The VCC is conceptually a corporate entity of a single or multiple ‘pooled’ funds that is managed by a Singapore fund manager. In essence, it is a corporate structure with investors as ‘shareholders’ who can buy into and exit their holdings at any one point. It is an alternative to other existing investment vehicles for the asset management industry.

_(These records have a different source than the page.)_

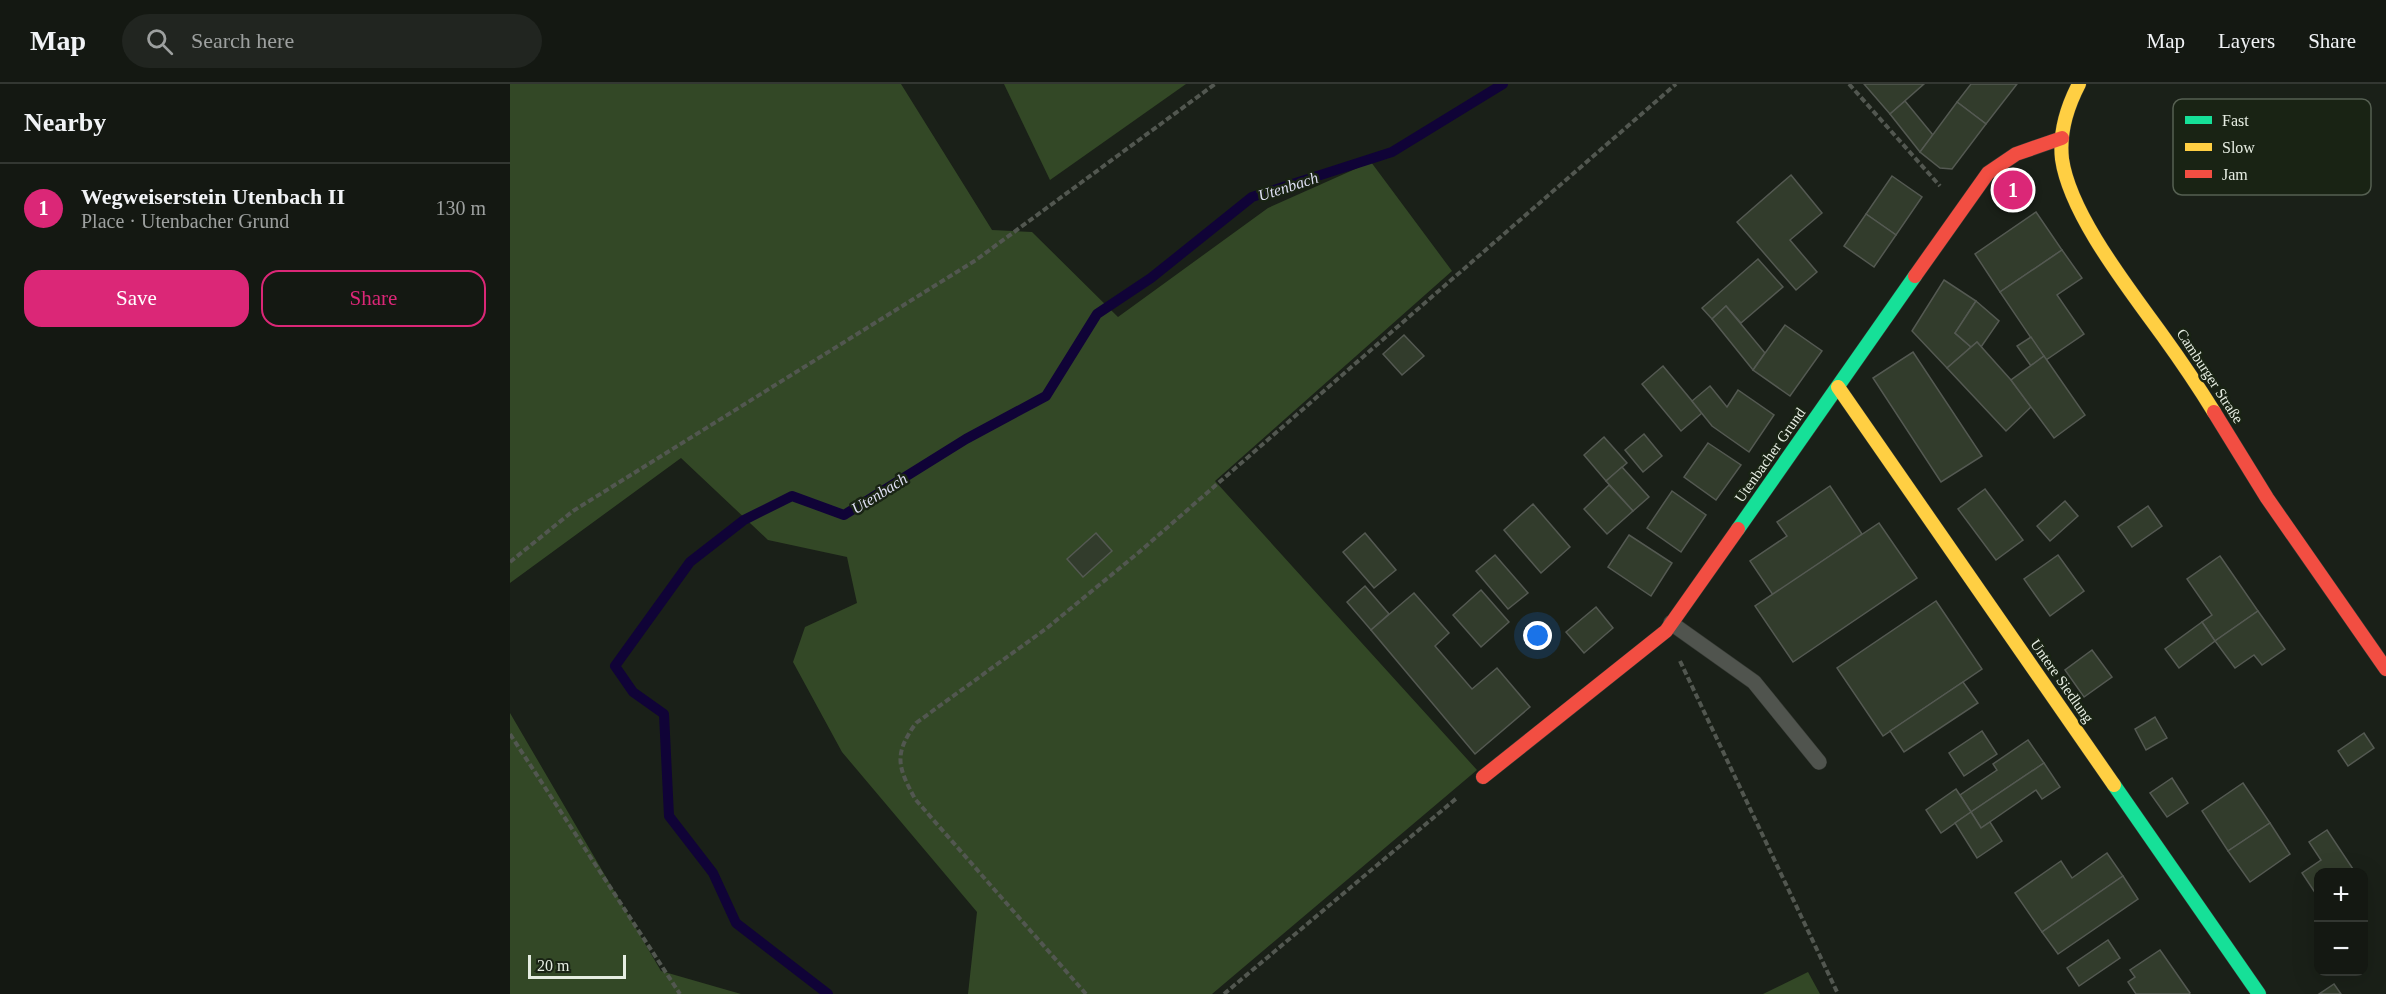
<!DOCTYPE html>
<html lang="en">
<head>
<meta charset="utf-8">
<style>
	:root { --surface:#141812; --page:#212520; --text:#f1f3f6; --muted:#9da09f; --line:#333732; --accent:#db2777 }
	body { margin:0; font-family:"Times New Roman",serif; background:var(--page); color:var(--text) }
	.controls { position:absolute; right:18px; bottom:18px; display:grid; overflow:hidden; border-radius:12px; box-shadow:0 6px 24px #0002 }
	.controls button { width:54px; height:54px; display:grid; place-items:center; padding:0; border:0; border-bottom:2px solid var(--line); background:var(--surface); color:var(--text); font:30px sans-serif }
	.scale { position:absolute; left:18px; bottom:15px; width:98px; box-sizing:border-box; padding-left:6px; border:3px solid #e6ede2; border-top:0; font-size:16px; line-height:21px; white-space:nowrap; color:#e6ede2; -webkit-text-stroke:4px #192314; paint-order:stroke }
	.you { position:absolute; left:1028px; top:552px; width:21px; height:21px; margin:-15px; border:4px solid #fff; border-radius:50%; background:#1a73e8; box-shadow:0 0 0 9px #1a73e833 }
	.badge { display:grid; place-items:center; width:39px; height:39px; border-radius:50%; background:var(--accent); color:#fff; font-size:20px; font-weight:700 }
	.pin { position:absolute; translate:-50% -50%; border:3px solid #fff; box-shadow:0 2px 6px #0006 }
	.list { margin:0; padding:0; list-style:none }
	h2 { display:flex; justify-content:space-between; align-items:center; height:78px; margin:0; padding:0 24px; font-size:26px }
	h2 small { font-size:20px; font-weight:400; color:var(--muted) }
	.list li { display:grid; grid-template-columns:39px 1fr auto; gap:18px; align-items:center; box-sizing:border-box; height:90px; padding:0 24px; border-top:2px solid var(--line) }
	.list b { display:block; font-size:22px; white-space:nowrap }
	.list p { margin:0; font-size:20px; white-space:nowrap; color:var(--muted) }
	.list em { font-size:20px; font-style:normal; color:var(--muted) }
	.actions { display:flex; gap:12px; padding:18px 24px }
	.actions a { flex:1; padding:14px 0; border:2px solid var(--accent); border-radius:18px; text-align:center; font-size:21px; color:var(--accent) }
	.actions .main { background:var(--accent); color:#fff }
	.icon { flex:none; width:33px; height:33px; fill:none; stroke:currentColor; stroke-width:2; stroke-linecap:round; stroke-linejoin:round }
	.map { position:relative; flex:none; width:1876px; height:910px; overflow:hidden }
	header { display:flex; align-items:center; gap:36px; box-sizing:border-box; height:84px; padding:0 30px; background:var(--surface); border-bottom:2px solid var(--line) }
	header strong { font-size:28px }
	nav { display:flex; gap:33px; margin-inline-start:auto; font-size:21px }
	.search { width:420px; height:54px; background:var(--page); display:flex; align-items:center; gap:15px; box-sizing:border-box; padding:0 21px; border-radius:33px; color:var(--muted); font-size:22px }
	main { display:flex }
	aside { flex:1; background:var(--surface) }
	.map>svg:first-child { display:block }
	.green { fill:#334826 }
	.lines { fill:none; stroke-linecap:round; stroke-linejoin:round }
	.stream { stroke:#100337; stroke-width:10 }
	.building { fill:#323c2c; stroke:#545952; stroke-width:1.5 }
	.lane-casing { stroke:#363a34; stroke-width:16 }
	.fast-casing { stroke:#363a34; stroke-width:15 }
	.slow-casing { stroke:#363a34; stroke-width:15 }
	.jam-casing { stroke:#363a34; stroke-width:15 }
	.path { stroke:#525750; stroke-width:4; stroke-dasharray:6 3; stroke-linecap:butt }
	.lane { stroke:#50544e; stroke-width:15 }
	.fast { stroke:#16e098; stroke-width:14 }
	.slow { stroke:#ffcf43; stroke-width:14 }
	.jam { stroke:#f24e42; stroke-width:14 }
	.labels { text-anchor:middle; stroke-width:5; stroke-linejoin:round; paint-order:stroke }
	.street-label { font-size:15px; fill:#e6ede2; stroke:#192314 }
	.water-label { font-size:16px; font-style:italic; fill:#dedff3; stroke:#192314 }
	.key { fill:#192314; stroke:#566052; stroke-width:1.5 }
	.key-label { font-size:16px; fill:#e6ede2 }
</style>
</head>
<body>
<header>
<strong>Map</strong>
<div class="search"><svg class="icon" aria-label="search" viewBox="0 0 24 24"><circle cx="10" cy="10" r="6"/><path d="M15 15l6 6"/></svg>Search here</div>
<nav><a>Map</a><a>Layers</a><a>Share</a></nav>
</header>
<main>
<aside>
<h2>Nearby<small></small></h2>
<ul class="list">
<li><span class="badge">1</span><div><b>Wegweiserstein Utenbach II</b><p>Place · Utenbacher Grund</p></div><em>130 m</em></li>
</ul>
<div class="actions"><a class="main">Save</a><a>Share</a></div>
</aside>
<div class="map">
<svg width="1876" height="910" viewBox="0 0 1876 910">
	<rect width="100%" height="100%" fill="#1a2018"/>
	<!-- green -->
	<g class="green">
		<polygon points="0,0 391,0 482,146 522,148 608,233 758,124 861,78 942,187 705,397 967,686 702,910 458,910 467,828 332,668 283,578 295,543 347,519 337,473 258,456 171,374 0,499"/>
		<polygon points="494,0 676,0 540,96"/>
		<polygon points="0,629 151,887 231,910 0,910"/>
		<polygon points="1298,888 1310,910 1253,910"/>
	</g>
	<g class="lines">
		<!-- stream -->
		<polyline class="stream" points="318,910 226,839 203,789 159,732 154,630 123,608 105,582 180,478 234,436 282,412 334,431 456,355 536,312 587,230 641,194 742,113 882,68 993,0"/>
	</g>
	<!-- building -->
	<g class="building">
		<polygon points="1354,0 1414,0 1380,30"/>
		<polygon points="1461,0 1507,0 1476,40 1447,18"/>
		<polygon points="1395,17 1423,51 1410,68 1380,30"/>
		<polygon points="1447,18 1476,40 1442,85 1430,84 1410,68"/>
		<polygon points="1281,91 1312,129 1280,156 1307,188 1286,206 1227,138"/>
		<polygon points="1382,92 1412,113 1386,151 1356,130"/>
		<polygon points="1526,128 1552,166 1490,208 1465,170"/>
		<polygon points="1356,130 1386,151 1364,183 1334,162"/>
		<polygon points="1552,166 1572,194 1547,211 1574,250 1536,276 1490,208"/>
		<polygon points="1248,175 1273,203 1231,239 1216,222 1202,235 1192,224"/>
		<polygon points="1434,196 1466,217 1445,249 1461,263 1437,284 1402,247"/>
		<polygon points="1466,217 1489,237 1471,263 1467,258 1461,263 1445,249"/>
		<polygon points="1216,222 1255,269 1243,286 1202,235"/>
		<polygon points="1275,241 1312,267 1280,312 1243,286"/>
		<polygon points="894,251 914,272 892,291 873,270"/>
		<polygon points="1521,253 1534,272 1521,282 1507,262"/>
		<polygon points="1467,258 1501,296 1521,323 1496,347 1437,284"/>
		<polygon points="1403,268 1472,372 1431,398 1363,294"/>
		<polygon points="1534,272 1575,331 1544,354 1501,296"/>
		<polygon points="1153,282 1192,329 1171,347 1132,300"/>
		<polygon points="1200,302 1217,323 1228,306 1264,331 1239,368 1202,342 1182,317"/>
		<polygon points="1134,350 1152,372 1133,388 1115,366"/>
		<polygon points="1094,353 1117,379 1096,397 1074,371"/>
		<polygon points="1198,359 1231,381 1206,416 1174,393"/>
		<polygon points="1112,383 1139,413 1123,427 1096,397"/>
		<polygon points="1099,401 1123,427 1097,450 1074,425"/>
		<polygon points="1320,402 1352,450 1263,511 1240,477 1277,452 1267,438"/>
		<polygon points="1475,405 1513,456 1486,476 1448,425"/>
		<polygon points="1162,407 1196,431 1171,468 1137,444"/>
		<polygon points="1555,417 1568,432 1540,457 1527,442"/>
		<polygon points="1023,420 1060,463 1031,489 994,446"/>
		<polygon points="1638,422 1652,442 1622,463 1608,443"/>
		<polygon points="1369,439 1407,494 1283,578 1245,522"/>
		<polygon points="586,449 602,467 573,493 557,475"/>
		<polygon points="855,449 886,486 864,504 833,468"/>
		<polygon points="1119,451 1162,479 1141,512 1098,483"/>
		<polygon points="985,471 1018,509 998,525 966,487"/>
		<polygon points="1548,471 1574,507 1540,532 1514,495"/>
		<polygon points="1710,472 1748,527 1705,557 1692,538 1702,531 1677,495"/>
		<polygon points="855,502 879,530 861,546 837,518"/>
		<polygon points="971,506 999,538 971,563 943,531"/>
		<polygon points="904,509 939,549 925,562 962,605 987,584 1020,623 965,670 861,546"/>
		<polygon points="1426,517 1472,585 1373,652 1327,584"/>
		<polygon points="1086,523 1103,544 1074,569 1056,548"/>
		<polygon points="1748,527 1775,565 1752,581 1744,571 1725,584 1705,557"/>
		<polygon points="1692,538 1705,557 1669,584 1655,565"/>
		<polygon points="1582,566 1602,593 1574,613 1555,586"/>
		<polygon points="1453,598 1468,619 1394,668 1380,647"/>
		<polygon points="1645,633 1657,654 1636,666 1625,645"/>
		<polygon points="1472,647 1487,670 1454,692 1439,669"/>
		<polygon points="1854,649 1864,664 1838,682 1828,667"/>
		<polygon points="1518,656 1534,679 1461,728 1450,711 1487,686 1483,680"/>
		<polygon points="1534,679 1550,703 1532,715 1526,706 1471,744 1461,728"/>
		<polygon points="1662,694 1678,719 1657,733 1640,709"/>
		<polygon points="1733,699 1760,739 1718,767 1692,727"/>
		<polygon points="1446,705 1461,728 1431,749 1416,726"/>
		<polygon points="1461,728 1471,744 1480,738 1492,757 1467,774 1445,739"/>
		<polygon points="1760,739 1780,770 1740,798 1718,767"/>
		<polygon points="1817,746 1843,785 1838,788 1808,788 1808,808 1806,810 1792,789 1811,776 1799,758"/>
		<polygon points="1597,769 1613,792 1532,848 1505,809 1551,777 1562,794"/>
		<polygon points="1613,792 1628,815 1548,870 1532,848"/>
		<polygon points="1598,856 1610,874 1569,902 1557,884"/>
		<polygon points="1650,866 1680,909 1679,910 1626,910 1618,898 1625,893 1620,886"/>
		<polygon points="1824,900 1831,910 1809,910"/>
	</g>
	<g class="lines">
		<!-- lane casing -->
		<g class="lane-casing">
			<polyline id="lane" points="1161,539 1244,598 1309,678"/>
		</g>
		<!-- fast casing -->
		<g class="fast-casing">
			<g id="fast">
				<polyline points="1228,445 1405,192"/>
				<polyline points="1604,701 1749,910"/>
			</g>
		</g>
		<!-- slow casing -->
		<g class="slow-casing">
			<g id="slow">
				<path d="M1569,0C1557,23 1549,48 1552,75C1560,131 1620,206 1653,252C1671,277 1688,302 1704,328"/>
				<polyline points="1328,303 1604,701"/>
			</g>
		</g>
		<!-- jam casing -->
		<g class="jam-casing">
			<g id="jam">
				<polyline points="1405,192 1478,89 1506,70 1552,54"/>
				<polyline points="1704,328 1757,414 1876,585"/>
				<polyline points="973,693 1156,547 1228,445"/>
			</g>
		</g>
		<!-- path -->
		<g class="path">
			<polyline points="1339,0 1430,102"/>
			<polyline points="0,478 63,427 466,176 705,0"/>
			<polyline points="1170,577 1328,910"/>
			<polyline points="0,650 170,910"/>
			<path d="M576,910L405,715C388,683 383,671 406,639L537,544L628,469L1166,0"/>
			<polyline points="714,910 948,713"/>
		</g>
		<!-- lane -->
		<use href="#lane" class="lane"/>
		<!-- fast -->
		<use href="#fast" class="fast"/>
		<!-- slow -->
		<use href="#slow" class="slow"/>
		<!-- jam -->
		<use href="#jam" class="jam"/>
	</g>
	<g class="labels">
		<!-- street labels -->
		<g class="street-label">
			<text transform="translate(1700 292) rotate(57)" y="5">Camburger Straße</text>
			<text transform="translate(1260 371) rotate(-55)" y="5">Utenbacher Grund</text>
			<text transform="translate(1552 597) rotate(55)" y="5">Untere Siedlung</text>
		</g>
		<!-- water labels -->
		<g class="water-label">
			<text transform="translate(778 102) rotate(-18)" y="6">Utenbach</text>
			<text transform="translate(369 409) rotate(-32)" y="6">Utenbach</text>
		</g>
	</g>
	<!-- legend -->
	<rect x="1663" y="15" width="198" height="96" rx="9" class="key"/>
	<rect x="1675" y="32" width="27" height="8" fill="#16e098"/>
	<rect x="1675" y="59" width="27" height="8" fill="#ffcf43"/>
	<rect x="1675" y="86" width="27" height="8" fill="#f24e42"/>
	<g class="key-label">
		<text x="1712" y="42">Fast</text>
		<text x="1712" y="69">Slow</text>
		<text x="1712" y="96">Jam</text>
	</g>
</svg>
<div class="controls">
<button>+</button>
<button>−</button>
</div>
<div class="scale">20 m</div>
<div class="you"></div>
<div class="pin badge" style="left:1503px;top:106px">1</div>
</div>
</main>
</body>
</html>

A VCC can be set up as a standalone fund or an umbrella fund. An umbrella fund is a single legal entity with several distinct sub-funds which, in effect, are treated as individual investment funds. In other words, an umbrella VCC is a Collective Investment Scheme (“CIS”) with its investments assigned to the relevant sub-funds. A share in an umbrella VCC will be referenced to the share of the sub-fund. The value of the shares will be proportionate to the Net Asset Value (“NAV”) of the VCC or that of the relevant sub-fund.
Generally, shares in a VCC have the same characteristics as shares in a company, with a couple of modifications and exceptions, such as: –
- entitlement to assets and liabilities that are legally quarantined within each sub-fund;
- rights to receive dividends out of capital, without the need for distributable profits;
- the ability to exit by way of share redemption, etc.